The rule, which takes effect June 1, 2026, codifies the '50% rule' but expands it to include indirect ownership through multiple tiers of entities. It also creates a rebuttable presumption that any transaction involving a designated entity within the previous five years is subject to sanctions, shifting the burden of proof to the financial institution.
Treasury Secretary Janet Yellen said the rule closes 'egregious loopholes' exploited by Russian oligarchs and Iranian front companies. 'If you structure a deal to hide a sanctioned party, you are now on notice that we will find it and we will act,' Yellen said.
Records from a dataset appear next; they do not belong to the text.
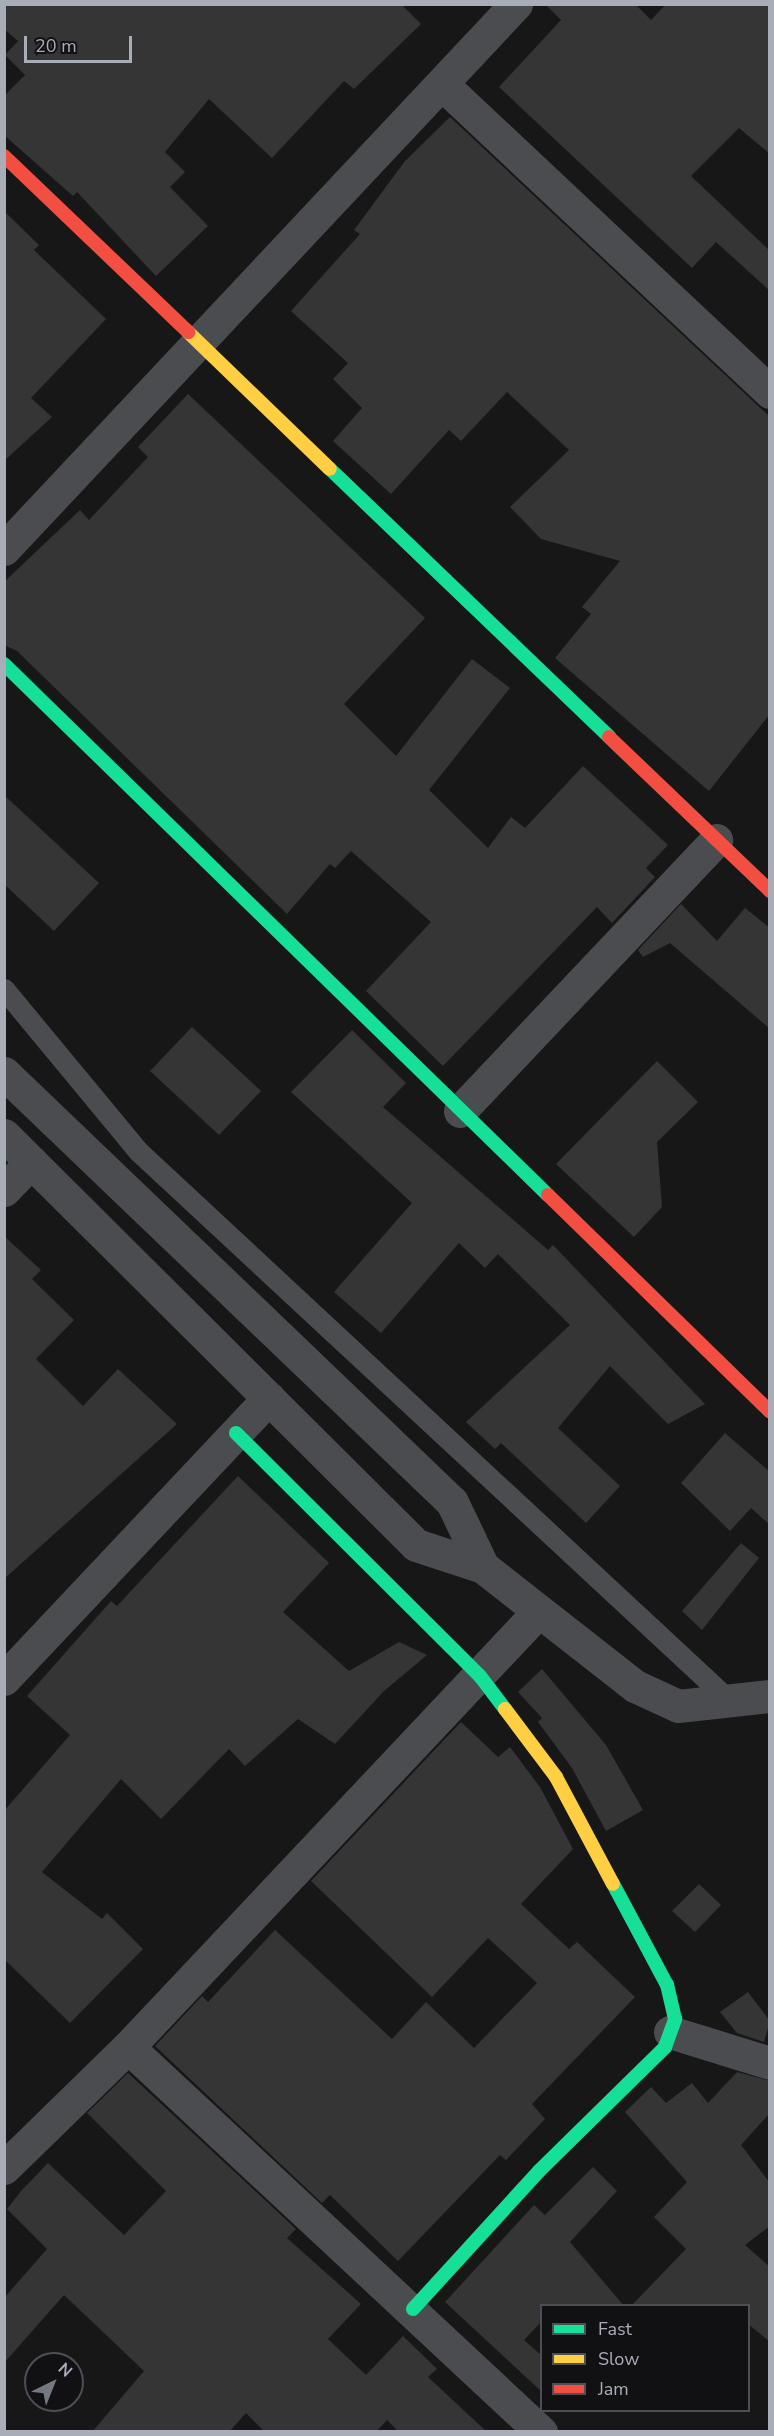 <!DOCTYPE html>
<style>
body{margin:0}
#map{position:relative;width:774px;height:2436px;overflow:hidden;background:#171717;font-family:"Nunito Sans",sans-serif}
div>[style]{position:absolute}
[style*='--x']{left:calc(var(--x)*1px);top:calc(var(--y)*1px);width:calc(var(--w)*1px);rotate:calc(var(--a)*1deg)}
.building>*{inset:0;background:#353536}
.lane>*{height:21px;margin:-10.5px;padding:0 10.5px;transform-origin:10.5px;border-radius:10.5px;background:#4b4c50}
.street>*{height:33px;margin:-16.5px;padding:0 16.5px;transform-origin:16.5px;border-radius:16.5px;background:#4b4c50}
.fast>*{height:14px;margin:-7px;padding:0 7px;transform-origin:7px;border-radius:7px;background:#16e098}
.slow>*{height:14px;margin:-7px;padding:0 7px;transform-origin:7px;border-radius:7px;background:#ffcf43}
.jam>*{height:14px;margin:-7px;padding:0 7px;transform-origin:7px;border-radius:7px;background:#f24e42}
span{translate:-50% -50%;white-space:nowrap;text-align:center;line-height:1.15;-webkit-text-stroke:6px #111113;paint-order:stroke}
.frame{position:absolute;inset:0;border:6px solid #a8adb8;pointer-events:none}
.legend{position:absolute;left:540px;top:2304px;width:210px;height:108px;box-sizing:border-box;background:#111113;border:2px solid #4d4f55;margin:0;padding:8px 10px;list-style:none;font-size:18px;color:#a8adb8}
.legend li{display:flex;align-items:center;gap:12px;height:30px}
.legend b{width:30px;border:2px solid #4d4f55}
.north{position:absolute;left:24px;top:2352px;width:60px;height:60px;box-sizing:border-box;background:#111113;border:2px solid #4d4f55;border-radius:50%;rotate:43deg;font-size:16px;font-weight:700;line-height:24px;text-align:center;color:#a8adb8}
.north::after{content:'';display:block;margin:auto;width:21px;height:27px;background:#757880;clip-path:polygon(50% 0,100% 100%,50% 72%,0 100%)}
.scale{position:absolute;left:24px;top:36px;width:108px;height:27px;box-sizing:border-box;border:3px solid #a8adb8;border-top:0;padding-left:8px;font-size:18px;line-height:21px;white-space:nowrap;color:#a8adb8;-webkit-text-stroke:4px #111113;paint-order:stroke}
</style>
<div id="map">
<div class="building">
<i style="clip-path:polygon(4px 4px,401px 4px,421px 24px,354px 89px,344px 81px,272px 158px,209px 99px,165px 152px,185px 172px,170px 187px,208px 226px,156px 276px,77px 192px,73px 196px,4px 135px,4px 96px,25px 75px,5px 55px,18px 41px,4px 29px)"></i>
<i style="clip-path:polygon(545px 4px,635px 4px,651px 20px,666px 4px,770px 4px,770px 154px,739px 128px,691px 176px,770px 251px,770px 291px,716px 242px,692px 268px,499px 87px,561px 20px)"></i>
<i style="clip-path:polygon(450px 117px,770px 417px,770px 714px,709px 791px,555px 658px,591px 614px,582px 607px,620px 561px,541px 539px,510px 507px,569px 450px,507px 392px,461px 441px,449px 430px,391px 494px,333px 441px,362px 408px,333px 379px,348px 363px,291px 311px,360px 234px,354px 230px,405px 161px)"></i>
<i style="clip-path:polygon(4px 211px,39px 245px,34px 250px,106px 319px,31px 398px,52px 417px,4px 461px)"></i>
<i style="clip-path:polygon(188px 394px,425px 618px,344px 704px,396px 756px,472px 659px,510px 688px,429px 790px,488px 848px,511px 817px,525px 828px,583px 766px,668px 845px,646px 868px,655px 877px,612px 923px,597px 907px,443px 1066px,366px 991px,431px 922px,351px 851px,335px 868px,330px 864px,287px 914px,17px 651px,4px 645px,4px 582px,80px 510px,89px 520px,148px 457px,138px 447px)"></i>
<i style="clip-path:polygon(4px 795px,99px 883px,54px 931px,4px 884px)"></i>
<i style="clip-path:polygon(681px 904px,717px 941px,745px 908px,770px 928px,770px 1029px,670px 943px,643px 957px,638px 950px)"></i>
<i style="clip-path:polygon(192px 1027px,261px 1091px,219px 1135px,150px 1071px)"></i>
<i style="clip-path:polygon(352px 1030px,406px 1083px,383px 1107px,548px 1250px,553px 1245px,705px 1404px,668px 1424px,610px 1366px,558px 1428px,620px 1486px,586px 1523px,501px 1443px,495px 1449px,466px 1422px,570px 1325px,498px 1254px,485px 1268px,459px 1243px,381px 1333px,334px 1292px,412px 1203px,291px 1092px)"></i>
<i style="clip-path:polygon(657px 1061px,698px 1102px,657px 1142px,662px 1207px,634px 1237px,556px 1164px)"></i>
<i style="clip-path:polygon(4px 1236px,41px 1270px,32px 1279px,74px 1320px,36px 1359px,83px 1406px,118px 1369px,177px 1424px,4px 1579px)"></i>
<i style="clip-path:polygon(725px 1433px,770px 1472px,770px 1525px,751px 1508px,730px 1531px,681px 1483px)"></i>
<i style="clip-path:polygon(238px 1476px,329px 1563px,283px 1612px,349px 1671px,399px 1642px,427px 1655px,384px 1691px,335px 1744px,298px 1719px,245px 1766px,229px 1749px,161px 1819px,121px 1779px,42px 1872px,102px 1919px,107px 1913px,143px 1949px,70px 2023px,4px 1959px,4px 1811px,70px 1735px,27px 1696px,111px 1601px,117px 1606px)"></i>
<i style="clip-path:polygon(741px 1543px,759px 1558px,702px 1630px,682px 1611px)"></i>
<i style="clip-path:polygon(542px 1669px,606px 1745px,643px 1810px,606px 1831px,572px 1768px,538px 1722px,542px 1718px,518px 1692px)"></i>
<i style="clip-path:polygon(461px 1722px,498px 1757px,510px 1747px,540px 1787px,573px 1849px,521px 1904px,569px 1949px,577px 1942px,635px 1997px,532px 2104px,545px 2119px,506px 2160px,500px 2155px,398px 2261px,330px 2195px,322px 2203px,155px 2046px,202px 1996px,208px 2002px,275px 1930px,392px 2039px,426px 2002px,474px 2048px,537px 1983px,488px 1938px,432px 1997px,311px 1881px)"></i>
<i style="clip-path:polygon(699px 1884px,721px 1905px,695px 1932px,672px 1911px)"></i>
<i style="clip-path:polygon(748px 1992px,770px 2021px,764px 2042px,737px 2033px,720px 2012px)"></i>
<i style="clip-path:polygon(737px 2072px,770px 2081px,770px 2113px,741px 2145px,770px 2183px,770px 2226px,745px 2245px,770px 2267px,770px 2342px,748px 2324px,748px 2306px,631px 2306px,686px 2249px,654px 2217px,687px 2182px,625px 2112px,651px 2087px,666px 2103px,692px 2083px,708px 2103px)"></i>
<i style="clip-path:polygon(128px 2073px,296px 2229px,287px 2238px,361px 2304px,328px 2339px,366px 2375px,403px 2336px,437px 2369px,428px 2377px,487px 2432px,399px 2432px,387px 2420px,376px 2432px,265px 2432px,246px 2413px,229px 2432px,92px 2432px,144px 2371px,64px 2295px,4px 2363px,4px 2298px,47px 2249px,7px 2209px,21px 2191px,48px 2163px,124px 2235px,166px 2191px,87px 2113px)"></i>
<i style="clip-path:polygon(593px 2167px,617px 2191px,570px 2242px,624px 2306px,542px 2306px,542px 2321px,524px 2340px,542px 2356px,542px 2392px,445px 2302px,534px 2205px,545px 2215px)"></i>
</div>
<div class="lane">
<i style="--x:4;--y:989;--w:210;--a:50.4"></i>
<i style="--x:138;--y:1151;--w:809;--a:42.9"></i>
</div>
<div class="street">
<i style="--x:442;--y:84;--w:450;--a:43.2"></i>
<i style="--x:4;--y:549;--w:748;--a:-46.79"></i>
<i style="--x:4;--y:1073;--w:620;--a:43.76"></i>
<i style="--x:452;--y:1502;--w:72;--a:64.5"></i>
<i style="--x:460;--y:1111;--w:373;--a:-46.6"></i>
<i style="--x:4;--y:1135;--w:581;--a:44.86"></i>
<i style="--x:416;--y:1545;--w:71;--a:18.2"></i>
<i style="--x:483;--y:1567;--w:193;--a:38.1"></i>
<i style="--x:635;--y:1686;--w:47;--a:24.9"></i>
<i style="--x:678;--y:1706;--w:93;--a:-6.2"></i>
<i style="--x:4;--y:1190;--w:39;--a:-46"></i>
<i style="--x:4;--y:1679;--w:386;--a:-46.7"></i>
<i style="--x:670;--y:2032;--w:105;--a:17.2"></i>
<i style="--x:128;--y:2047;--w:565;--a:42.99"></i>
<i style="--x:4;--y:2168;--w:173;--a:-44.3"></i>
<i style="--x:128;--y:2047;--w:599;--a:-46.69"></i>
</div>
<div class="fast">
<i style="--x:330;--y:469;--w:387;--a:43.8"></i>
<i style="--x:4;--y:664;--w:760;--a:44.31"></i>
<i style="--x:236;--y:1433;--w:344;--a:44.9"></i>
<i style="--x:480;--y:1676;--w:41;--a:52.9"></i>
<i style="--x:413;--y:2309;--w:187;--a:-47.6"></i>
<i style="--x:539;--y:2171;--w:177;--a:-44.5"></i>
<i style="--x:665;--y:2047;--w:30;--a:-70"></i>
<i style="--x:675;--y:2019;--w:35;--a:-103"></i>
<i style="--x:667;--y:1985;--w:115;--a:-118.1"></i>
</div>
<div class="slow">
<i style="--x:188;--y:332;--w:197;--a:44"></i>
<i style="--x:505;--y:1709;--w:85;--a:53.1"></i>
<i style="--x:556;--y:1777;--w:121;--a:62"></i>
</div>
<div class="jam">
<i style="--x:4;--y:156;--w:255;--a:43.7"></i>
<i style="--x:609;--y:737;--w:223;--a:43.7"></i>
<i style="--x:548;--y:1195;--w:310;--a:44.3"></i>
</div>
<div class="frame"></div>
<ul class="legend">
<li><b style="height:8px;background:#16e098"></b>Fast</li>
<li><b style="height:8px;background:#ffcf43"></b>Slow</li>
<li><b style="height:8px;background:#f24e42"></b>Jam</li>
</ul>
<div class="north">N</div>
<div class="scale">20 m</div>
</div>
Industry reaction and compliance costs
Banking and compliance groups expressed concern about the expanded liability. 'The presumption provision is a significant departure from longstanding practice,' said Rob Nichols of the American Bankers Association. 'We worry it will lead to mass de-risking, cutting off legitimate clients.'
OFAC estimates the rule will increase compliance costs by approximately $240 million annually across the financial sector but said the national security benefits outweigh the costs. The rule also adds 25 new general licenses for humanitarian and energy transactions.
If you structure a deal to hide a sanctioned party, you are now on notice that we will find it and we will act. The era of easy evasion is over.
The rule was first proposed in August 2025 and received 1,200 public comments, the most of any OFAC rulemaking in a decade.